Biene beim Nektarraub
Beim Nektarraub beißen oder stechen die Insekten seitlich in den Blütenkelch, um so direkt an den Nektar zu kommen © coniferconifer - Flickr | CC BY 2.0
Inhaltsverzeichnis

Nektar gegen Bestäubung

Im heimischen Garten erfreuen sich Gartenfreunde und Hobbygärtner an den unterschiedlichsten Pflanzen und ihren schönen Blüten. Der Grund für die große Auswahl und die vielseitigen Variationen findet sich in einer Beziehung zwischen Gewächsen und Insekten, die sich gegenseitig unterstützen. Denn beide haben sich im Laufe der Evolution über mehrere Jahrmillionen hinweg aneinander angepasst.
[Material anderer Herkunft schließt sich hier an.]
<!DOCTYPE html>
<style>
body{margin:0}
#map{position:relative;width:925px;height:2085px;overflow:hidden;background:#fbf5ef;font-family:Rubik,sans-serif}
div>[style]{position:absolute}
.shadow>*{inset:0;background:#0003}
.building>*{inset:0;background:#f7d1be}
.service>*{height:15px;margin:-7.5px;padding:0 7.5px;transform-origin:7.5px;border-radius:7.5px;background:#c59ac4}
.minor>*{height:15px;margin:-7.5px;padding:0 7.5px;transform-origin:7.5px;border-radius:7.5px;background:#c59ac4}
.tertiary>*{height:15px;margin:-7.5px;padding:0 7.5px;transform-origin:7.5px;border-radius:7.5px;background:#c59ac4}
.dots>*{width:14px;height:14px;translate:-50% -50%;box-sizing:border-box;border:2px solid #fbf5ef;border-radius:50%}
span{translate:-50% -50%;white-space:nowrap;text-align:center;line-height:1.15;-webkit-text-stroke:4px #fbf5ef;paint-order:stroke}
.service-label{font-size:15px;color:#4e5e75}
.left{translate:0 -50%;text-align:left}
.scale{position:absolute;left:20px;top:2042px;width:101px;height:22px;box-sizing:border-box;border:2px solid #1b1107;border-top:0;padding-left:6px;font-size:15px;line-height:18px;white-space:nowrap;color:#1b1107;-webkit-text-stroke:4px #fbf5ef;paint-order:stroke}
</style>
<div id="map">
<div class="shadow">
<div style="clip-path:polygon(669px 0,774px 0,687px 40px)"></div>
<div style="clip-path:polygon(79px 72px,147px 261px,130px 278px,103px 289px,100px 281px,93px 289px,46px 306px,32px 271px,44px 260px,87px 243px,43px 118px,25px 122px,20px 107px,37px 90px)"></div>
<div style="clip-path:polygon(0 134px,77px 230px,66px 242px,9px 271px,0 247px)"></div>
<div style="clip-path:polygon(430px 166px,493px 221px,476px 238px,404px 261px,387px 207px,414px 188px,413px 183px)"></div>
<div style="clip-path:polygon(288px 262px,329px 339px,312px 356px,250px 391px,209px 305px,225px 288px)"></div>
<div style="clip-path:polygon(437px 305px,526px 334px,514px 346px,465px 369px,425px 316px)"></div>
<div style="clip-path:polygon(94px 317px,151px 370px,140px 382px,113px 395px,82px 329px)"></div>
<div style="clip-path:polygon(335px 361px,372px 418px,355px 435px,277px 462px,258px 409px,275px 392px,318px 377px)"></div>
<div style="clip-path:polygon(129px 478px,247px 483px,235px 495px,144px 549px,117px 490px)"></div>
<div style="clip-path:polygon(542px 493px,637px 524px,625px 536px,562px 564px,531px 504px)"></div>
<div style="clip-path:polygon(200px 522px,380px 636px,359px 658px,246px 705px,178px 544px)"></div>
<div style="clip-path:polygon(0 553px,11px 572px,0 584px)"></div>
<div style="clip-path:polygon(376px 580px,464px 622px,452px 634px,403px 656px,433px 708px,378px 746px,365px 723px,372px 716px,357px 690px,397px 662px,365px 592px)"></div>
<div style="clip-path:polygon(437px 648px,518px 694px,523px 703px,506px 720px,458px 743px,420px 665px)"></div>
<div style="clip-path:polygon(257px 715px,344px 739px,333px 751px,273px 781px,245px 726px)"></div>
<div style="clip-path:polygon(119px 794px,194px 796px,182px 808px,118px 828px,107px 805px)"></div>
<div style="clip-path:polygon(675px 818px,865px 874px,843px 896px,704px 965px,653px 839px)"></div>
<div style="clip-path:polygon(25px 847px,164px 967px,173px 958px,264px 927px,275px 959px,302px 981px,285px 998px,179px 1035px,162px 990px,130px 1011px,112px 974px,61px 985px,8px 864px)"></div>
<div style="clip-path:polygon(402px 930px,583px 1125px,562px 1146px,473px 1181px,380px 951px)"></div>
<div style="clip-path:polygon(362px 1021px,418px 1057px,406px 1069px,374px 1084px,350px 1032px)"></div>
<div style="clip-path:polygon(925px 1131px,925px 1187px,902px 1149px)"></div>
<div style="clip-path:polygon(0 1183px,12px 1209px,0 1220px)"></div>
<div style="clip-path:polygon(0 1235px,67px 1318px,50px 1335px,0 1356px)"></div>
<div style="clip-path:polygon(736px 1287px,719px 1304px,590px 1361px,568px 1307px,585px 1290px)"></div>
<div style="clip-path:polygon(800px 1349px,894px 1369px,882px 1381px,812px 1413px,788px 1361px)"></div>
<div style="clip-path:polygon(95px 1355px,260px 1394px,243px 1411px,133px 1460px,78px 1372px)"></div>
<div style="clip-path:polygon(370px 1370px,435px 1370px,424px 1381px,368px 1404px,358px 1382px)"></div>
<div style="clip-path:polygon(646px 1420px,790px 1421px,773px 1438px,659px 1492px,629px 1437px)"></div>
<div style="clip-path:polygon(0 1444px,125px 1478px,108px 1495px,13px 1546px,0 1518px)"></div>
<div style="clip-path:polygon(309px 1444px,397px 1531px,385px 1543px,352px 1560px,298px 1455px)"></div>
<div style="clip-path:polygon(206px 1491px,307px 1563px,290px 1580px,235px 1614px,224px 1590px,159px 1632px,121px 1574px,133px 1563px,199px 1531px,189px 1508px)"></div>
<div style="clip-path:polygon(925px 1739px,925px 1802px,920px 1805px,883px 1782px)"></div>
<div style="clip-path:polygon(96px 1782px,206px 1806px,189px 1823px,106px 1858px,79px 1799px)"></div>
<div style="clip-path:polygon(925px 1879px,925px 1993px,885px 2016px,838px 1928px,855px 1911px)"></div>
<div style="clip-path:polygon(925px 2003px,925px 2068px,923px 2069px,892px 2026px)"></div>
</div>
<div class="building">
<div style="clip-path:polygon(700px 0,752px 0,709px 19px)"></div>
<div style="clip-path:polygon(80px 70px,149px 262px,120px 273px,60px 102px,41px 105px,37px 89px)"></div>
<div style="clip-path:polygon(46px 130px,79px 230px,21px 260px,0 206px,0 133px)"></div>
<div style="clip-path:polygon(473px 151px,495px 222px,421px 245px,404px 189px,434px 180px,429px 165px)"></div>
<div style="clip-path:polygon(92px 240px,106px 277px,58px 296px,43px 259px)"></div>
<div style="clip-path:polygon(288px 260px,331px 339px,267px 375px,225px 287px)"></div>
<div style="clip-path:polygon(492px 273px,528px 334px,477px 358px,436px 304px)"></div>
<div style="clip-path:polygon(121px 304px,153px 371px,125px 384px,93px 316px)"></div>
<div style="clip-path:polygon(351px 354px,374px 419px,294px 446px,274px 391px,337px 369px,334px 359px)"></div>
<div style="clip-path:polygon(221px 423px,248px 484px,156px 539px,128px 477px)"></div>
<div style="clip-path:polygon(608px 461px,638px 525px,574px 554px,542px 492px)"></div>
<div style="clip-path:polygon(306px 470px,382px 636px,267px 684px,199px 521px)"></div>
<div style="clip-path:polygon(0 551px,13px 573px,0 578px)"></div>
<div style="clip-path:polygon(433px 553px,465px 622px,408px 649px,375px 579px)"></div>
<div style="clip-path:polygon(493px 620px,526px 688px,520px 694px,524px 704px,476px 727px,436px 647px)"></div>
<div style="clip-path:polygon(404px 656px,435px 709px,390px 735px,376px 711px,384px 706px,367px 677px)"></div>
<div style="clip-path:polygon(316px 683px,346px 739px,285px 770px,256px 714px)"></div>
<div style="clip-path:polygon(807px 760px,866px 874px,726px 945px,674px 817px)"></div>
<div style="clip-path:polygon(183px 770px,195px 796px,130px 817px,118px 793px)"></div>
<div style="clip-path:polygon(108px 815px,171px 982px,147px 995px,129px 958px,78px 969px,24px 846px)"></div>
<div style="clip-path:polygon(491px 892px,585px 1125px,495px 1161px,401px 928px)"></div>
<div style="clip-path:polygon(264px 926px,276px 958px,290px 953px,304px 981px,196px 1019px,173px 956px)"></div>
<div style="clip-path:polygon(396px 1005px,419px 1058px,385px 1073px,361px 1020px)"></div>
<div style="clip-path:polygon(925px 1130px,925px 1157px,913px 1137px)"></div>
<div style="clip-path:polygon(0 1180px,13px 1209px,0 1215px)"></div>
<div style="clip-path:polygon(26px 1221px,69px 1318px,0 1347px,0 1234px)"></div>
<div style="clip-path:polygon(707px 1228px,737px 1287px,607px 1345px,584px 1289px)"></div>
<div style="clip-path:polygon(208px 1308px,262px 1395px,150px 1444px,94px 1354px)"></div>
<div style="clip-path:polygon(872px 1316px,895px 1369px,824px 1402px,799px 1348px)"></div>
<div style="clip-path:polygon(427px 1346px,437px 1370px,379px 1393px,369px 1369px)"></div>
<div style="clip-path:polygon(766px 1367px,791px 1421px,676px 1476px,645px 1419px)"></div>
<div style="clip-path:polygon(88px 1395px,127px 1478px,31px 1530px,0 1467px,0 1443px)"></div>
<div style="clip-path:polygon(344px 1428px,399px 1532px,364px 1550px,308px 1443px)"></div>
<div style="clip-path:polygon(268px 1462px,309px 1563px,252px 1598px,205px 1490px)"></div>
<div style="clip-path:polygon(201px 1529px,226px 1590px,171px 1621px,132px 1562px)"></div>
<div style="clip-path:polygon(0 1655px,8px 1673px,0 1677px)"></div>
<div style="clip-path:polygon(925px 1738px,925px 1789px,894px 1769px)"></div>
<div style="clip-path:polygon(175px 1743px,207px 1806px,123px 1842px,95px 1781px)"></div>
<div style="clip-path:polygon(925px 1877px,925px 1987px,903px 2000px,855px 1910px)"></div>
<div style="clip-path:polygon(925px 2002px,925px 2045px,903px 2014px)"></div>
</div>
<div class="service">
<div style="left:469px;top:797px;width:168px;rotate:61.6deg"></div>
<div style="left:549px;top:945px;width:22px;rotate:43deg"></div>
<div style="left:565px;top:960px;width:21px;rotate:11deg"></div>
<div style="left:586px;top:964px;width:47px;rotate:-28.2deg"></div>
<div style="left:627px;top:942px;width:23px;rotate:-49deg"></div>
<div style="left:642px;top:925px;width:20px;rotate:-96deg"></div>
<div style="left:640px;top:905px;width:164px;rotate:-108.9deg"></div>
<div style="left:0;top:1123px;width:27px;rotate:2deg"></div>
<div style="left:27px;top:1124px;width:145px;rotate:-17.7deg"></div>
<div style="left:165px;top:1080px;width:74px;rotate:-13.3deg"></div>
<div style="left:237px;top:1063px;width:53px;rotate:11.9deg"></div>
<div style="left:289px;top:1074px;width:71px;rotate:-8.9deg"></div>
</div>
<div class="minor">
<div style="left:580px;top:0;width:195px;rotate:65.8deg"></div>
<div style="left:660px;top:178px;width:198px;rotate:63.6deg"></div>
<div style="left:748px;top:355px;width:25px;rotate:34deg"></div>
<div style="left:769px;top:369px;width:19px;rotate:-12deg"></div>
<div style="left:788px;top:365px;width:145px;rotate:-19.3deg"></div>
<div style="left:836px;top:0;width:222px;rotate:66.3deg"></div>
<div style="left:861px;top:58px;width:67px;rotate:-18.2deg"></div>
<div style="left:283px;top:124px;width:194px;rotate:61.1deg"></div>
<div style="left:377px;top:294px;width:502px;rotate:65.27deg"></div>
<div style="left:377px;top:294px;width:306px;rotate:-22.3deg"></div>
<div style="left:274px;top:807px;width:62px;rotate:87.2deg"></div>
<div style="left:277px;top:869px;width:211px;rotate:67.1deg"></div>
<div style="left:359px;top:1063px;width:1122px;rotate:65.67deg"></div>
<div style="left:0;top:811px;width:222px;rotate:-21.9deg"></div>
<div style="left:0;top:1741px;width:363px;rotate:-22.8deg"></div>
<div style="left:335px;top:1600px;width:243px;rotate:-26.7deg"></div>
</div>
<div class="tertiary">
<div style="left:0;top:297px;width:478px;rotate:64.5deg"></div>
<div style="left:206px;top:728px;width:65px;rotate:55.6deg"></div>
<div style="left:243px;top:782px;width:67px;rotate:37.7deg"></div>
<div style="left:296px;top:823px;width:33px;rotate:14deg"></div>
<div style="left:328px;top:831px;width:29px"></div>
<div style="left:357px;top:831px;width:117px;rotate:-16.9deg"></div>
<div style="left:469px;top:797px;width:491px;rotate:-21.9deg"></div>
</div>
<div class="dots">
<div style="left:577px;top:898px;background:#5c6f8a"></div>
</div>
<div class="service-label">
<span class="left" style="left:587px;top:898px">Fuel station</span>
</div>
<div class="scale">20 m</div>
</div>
Der Vorteil der gegenseitigen Beziehung liegt auf der Hand: Die Insekten dienen den Pflanzen als Bestäuber und die Gewächse dienen den Tieren als energiehaltige Futterquellen. So produzieren viele Blühpflanzen Nektar, den Insekten wie Bienen oder Hummeln als eine Art zuckerhaltige Belohnung erhalten. An die begehrte Belohnung gelangen die Tiere jedoch nur, wenn sie in die Blüten klettern. Dabei nehmen sie die Pollen der jeweiligen Pflanze auf und verteilen diese auf allen anderen Blüten, die sie auf der Suche nach Nektar besuchen.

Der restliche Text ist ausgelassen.